La prima testimonianza la prendiamo da un passato lontano, ma richiamando una personalità che sempre è sentita attuale, quella di Francesco d’Assisi (1182-1226): tra i suoi scritti annoveriamo anche una Lettera ai reggitori di popoli. Francesco ha la pretesa di raggiungerli tutti, come cogliamo nell’esordio dello scritto: «A tutti i podestà e ai consoli, ai giudici e ai reggitori di ogni parte del mondo, e a tutti gli altri ai quali giungerà questa lettera, frate Francesco, vostro servo nel Signore Dio, piccolo e spregevole, a tutti voi augura salute e pace». Il santo assisiate, dalla sua “piccolezza”, rivolge alcune esortazioni forti ai “politici” del suo tempo, tutte incentrate su un’attenzione e una consapevolezza da avere: è al Signore che va reso onore in mezzo al popolo, è lui l’onnipotente e di lui occorre avere memoria. Francesco invita, insomma, a guardarsi dall’illusione di essere i padroni del mondo per ruolo e per una sapienza che è più presunzione che conoscenza: «E quando verrà il giorno della morte, tutte quelle cose che credevano di possedere saranno loro tolte. E quanto più sapienti e potenti saranno stati in questo mondo, tanto maggiori tormenti patiranno nell’inferno». Un Francesco minaccioso? Rapportando le sue parole al nostro tempo cogliamo la sollecitazione a non fare del potere una idolatria, ma a ricondurre la politica a una missione, un servizio all’umano, con il senso del limite: l’essere umano non esaurisce nei suoi giochi di forza il senso della storia.

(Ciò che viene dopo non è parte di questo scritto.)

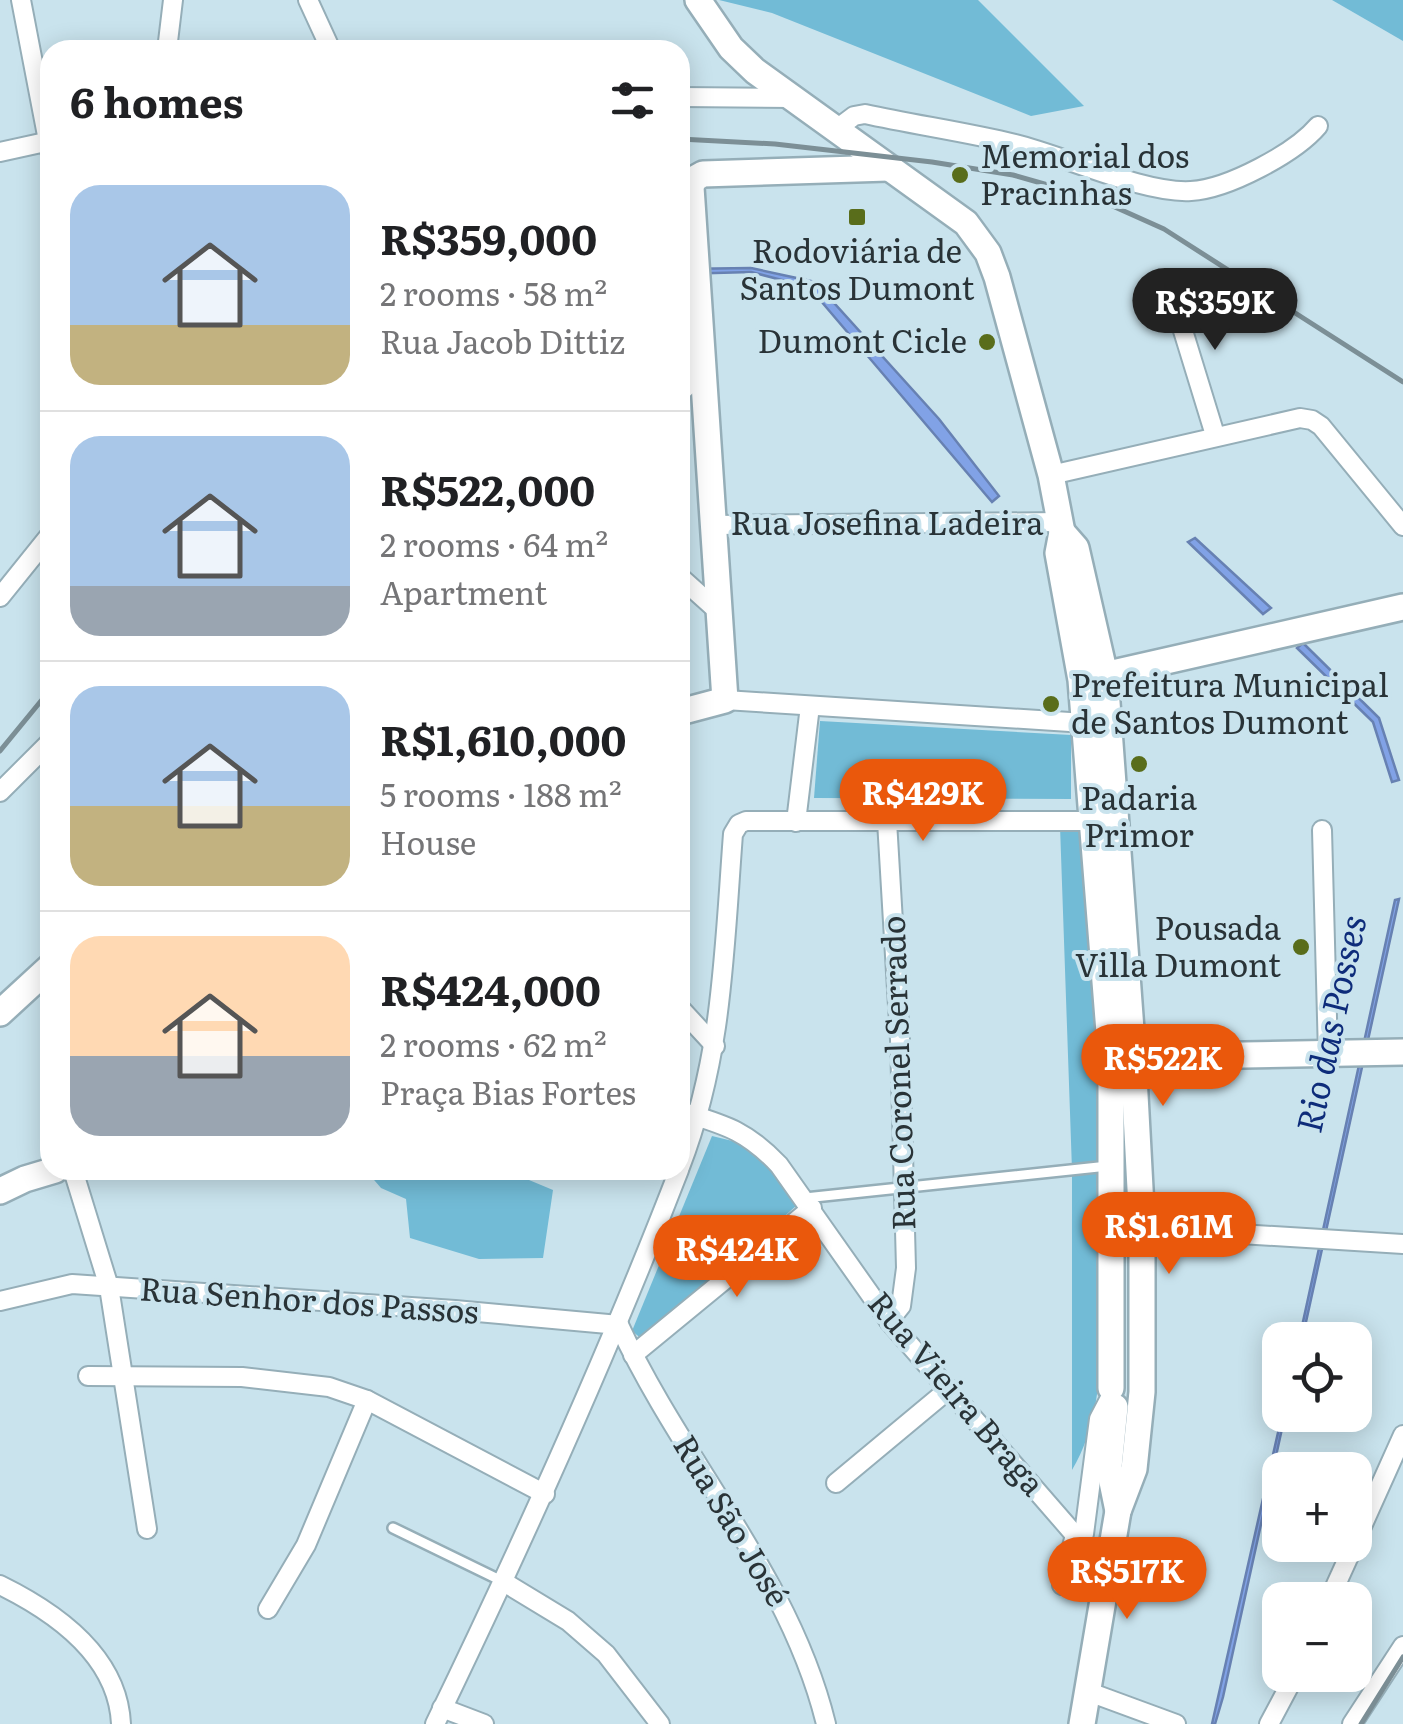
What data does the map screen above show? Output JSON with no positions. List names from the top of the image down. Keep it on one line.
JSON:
{"streets":{"street":["Rua Josefina Ladeira","Rua Coronel Serrado","Rua Senhor dos Passos","Rua Vieira Braga","Rua São José"]},"crossings":[["Rua Coronel Serrado","Rua Vieira Braga"],["Rua Senhor dos Passos","Rua São José"]],"water":["Rio das Posses"],"places":{"other":["Memorial dos Pracinhas","Dumont Cicle","Prefeitura Municipal de Santos Dumont","Padaria Primor","Pousada Villa Dumont"],"transit":["Rodoviária de Santos Dumont"]},"page":{"heading":"6 homes","list":[{"name":"R$359,000","note":"2 rooms · 58 m² · Rua Jacob Dittiz"},{"name":"R$522,000","note":"2 rooms · 64 m² · Apartment"},{"name":"R$1,610,000","note":"5 rooms · 188 m² · House"},{"name":"R$424,000","note":"2 rooms · 62 m² · Praça Bias Fortes"}],"price":["R$359K","R$429K","R$522K","R$1.61M","R$424K","R$517K"],"map_buttons":["+","−"]}}
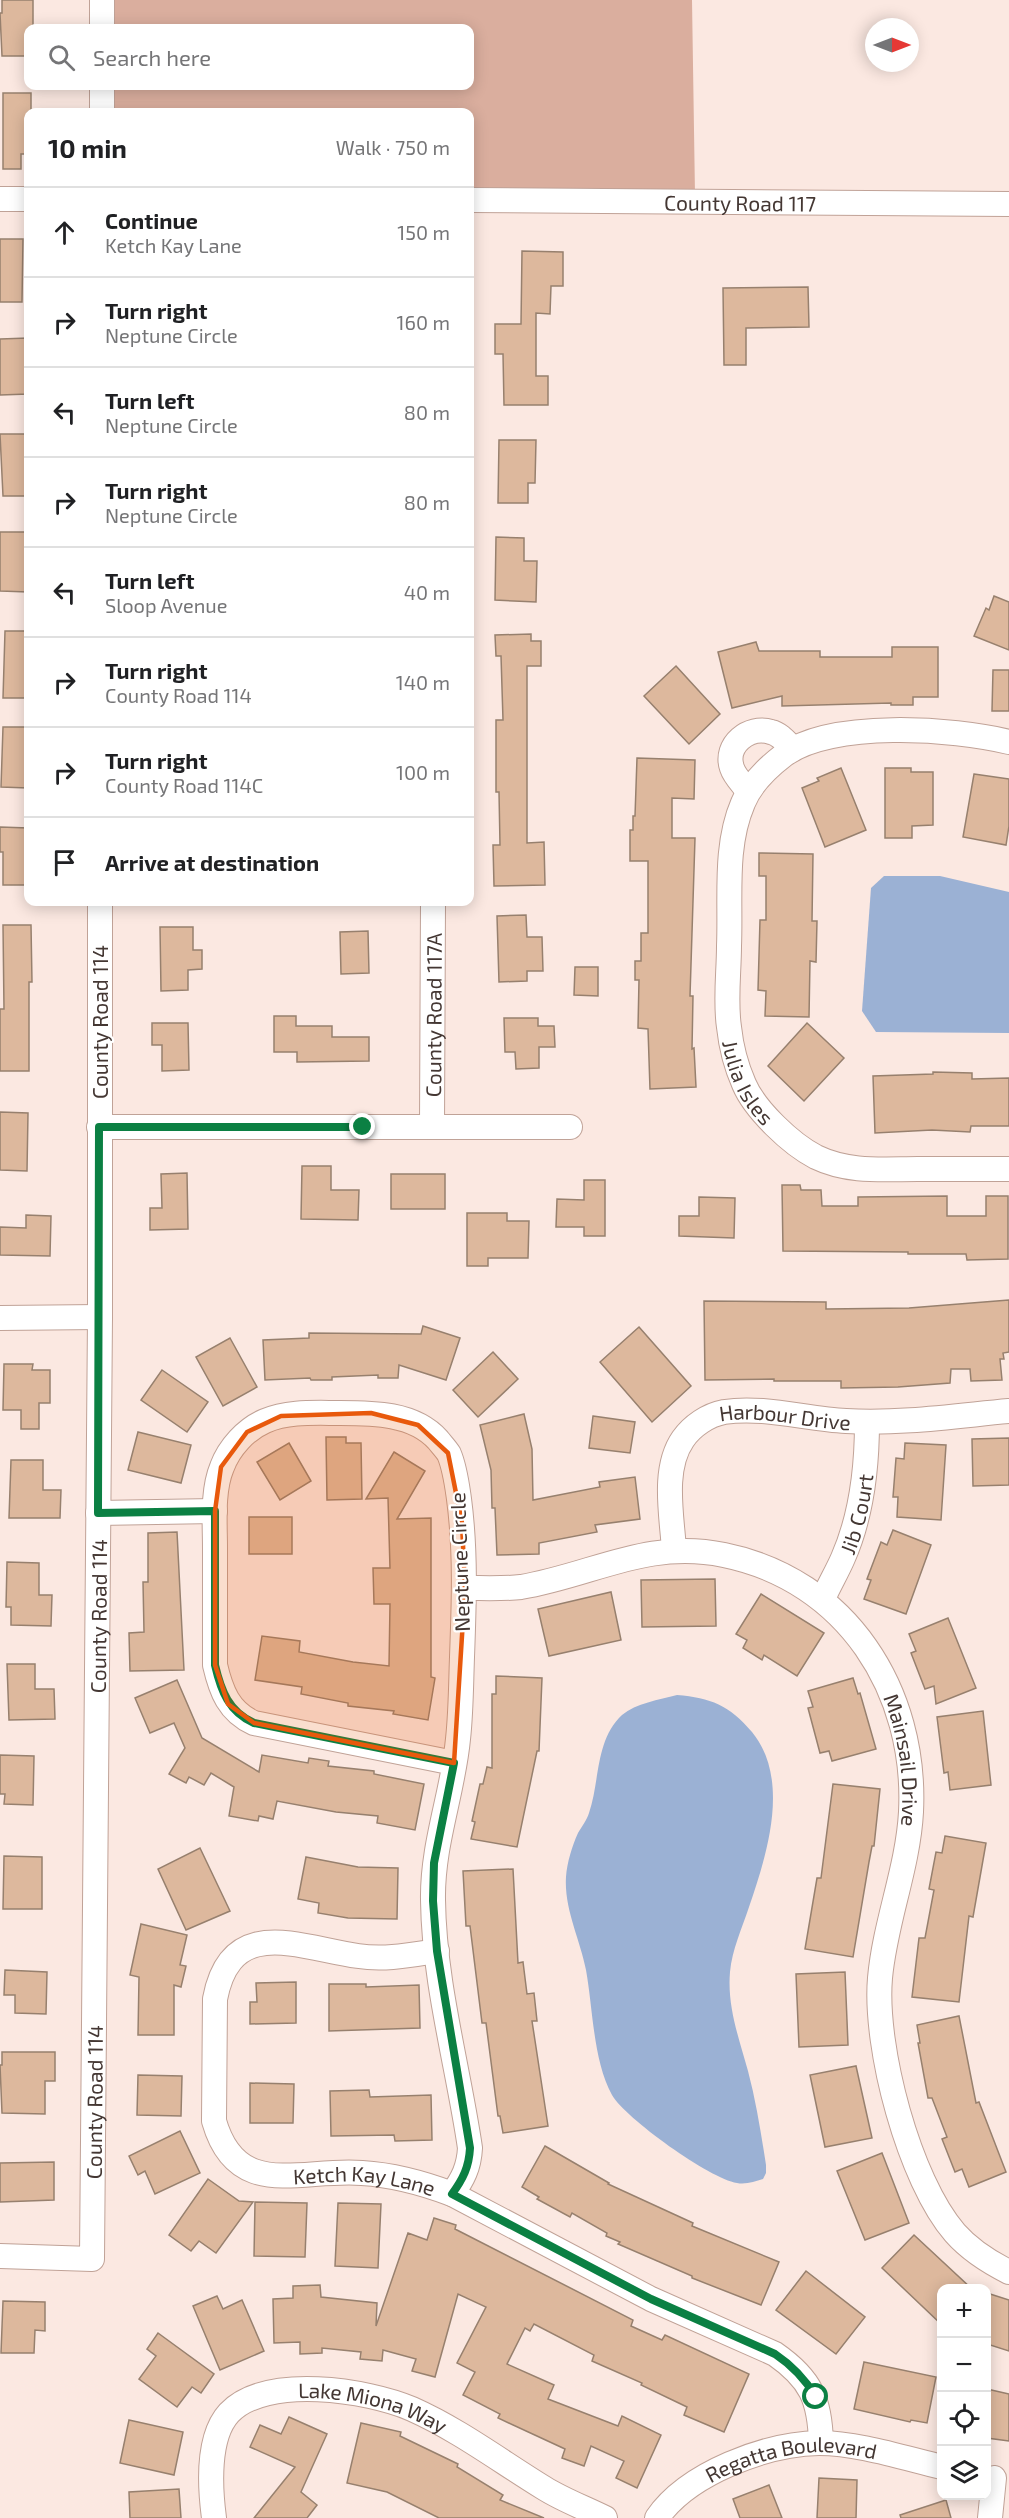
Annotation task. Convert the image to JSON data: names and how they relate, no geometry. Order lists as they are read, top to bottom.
{
  "streets": {
    "street": [
      "County Road 117",
      "County Road 117A",
      "County Road 114",
      "Julia Isles",
      "Harbour Drive",
      "Jib Court",
      "Neptune Circle",
      "Mainsail Drive",
      "Ketch Kay Lane",
      "Lake Miona Way",
      "Regatta Boulevard"
    ]
  },
  "crossings": [
    ["Harbour Drive", "Jib Court"],
    ["Harbour Drive", "Mainsail Drive"],
    ["Jib Court", "Mainsail Drive"],
    ["Neptune Circle", "Mainsail Drive"],
    ["Neptune Circle", "Ketch Kay Lane"],
    ["Ketch Kay Lane", "Regatta Boulevard"]
  ],
  "north": "right",
  "page": {
    "search": "Search here",
    "heading": ["10 min", "Walk · 750 m"],
    "list": [
      ["Continue", "Ketch Kay Lane", "150 m"],
      ["Turn right", "Neptune Circle", "160 m"],
      ["Turn left", "Neptune Circle", "80 m"],
      ["Turn right", "Neptune Circle", "80 m"],
      ["Turn left", "Sloop Avenue", "40 m"],
      ["Turn right", "County Road 114", "140 m"],
      ["Turn right", "County Road 114C", "100 m"],
      "Arrive at destination"
    ],
    "map_buttons": ["+", "−"]
  }
}
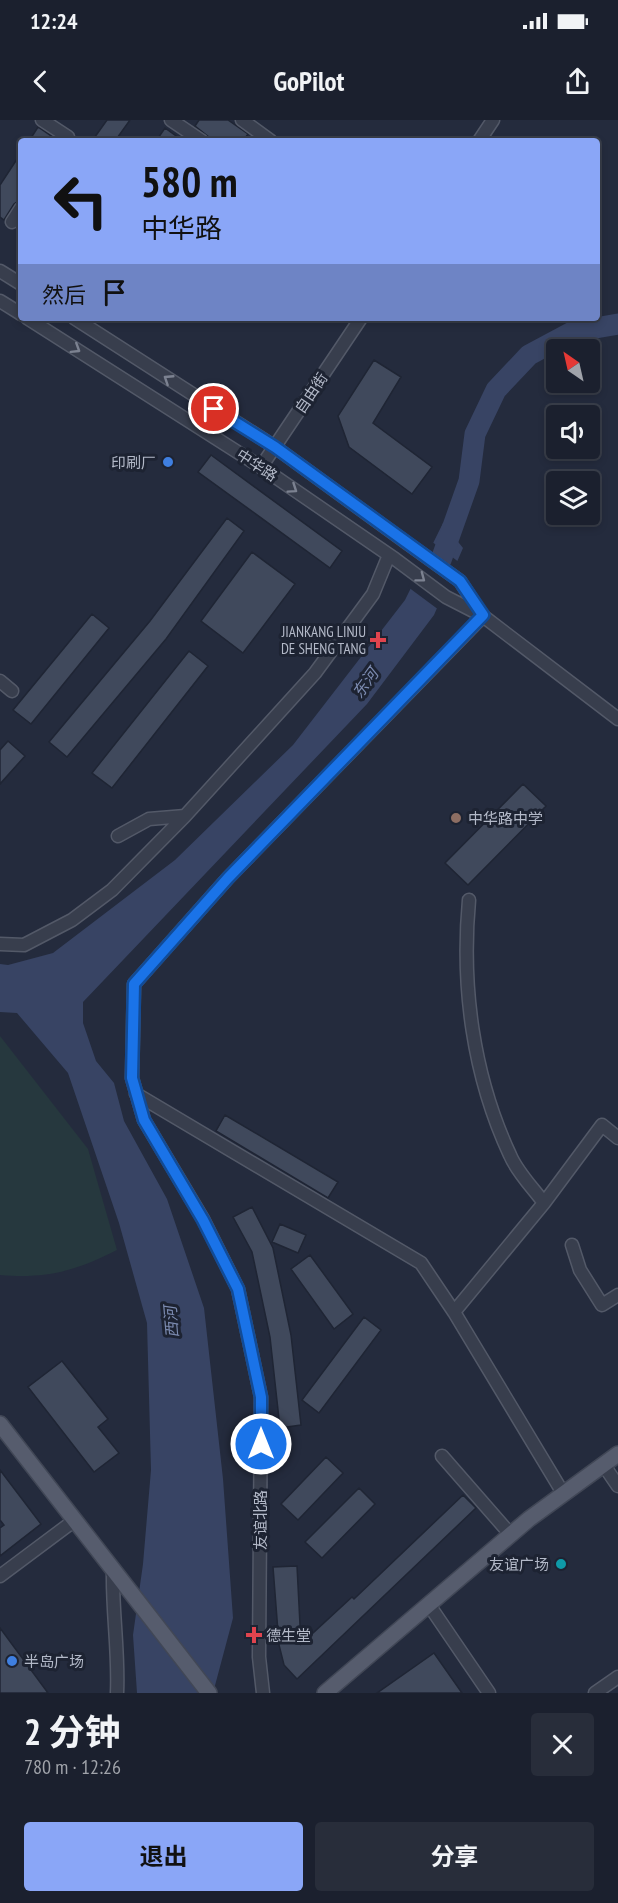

Così ha vissuto la politica la seconda personalità che menzioniamo, quella di Dag Hammarskjöld (1905-1961). Nato in Svezia da una ricca famiglia che annoverava diverse generazioni di funzionari pubblici e militari, brillante studente e docente presso la facoltà di Economia, dal 1953 ricopre per due mandati la carica di Segretario delle Nazioni Unite (ONU), svolgendo un delicato ruolo diplomatico e di mediazione in Israele, in Cina, nella crisi di Suez. Esercita il suo ruolo sostenuto da una forte fede protestante, si impegna affinché l’ONU abbia una sua autonomia nell’intervenire nelle situazioni di crisi internazionale e per sostenere i diritti delle piccole nazioni nella prospettiva della decolonizzazione, attirandosi così molte critiche da parte dei paesi occidentali. Muore nella notte tra il 17 e il 18 settembre 1961 in un incidente aereo, le cui cause non sono mai state definitivamente chiarite, a Ndola (nell’attuale Zambia), mentre si trovava in viaggio per una missione diplomatica in Congo. Nel medesimo anno gli viene assegnato il Nobel per la Pace alla memoria «in segno di gratitudine per tutto quello che ha fatto, per tutto quello che ha ottenuto, per l’ideale per il quale ha combattuto: creare pace e magnanimità tra le nazioni e gli uomini».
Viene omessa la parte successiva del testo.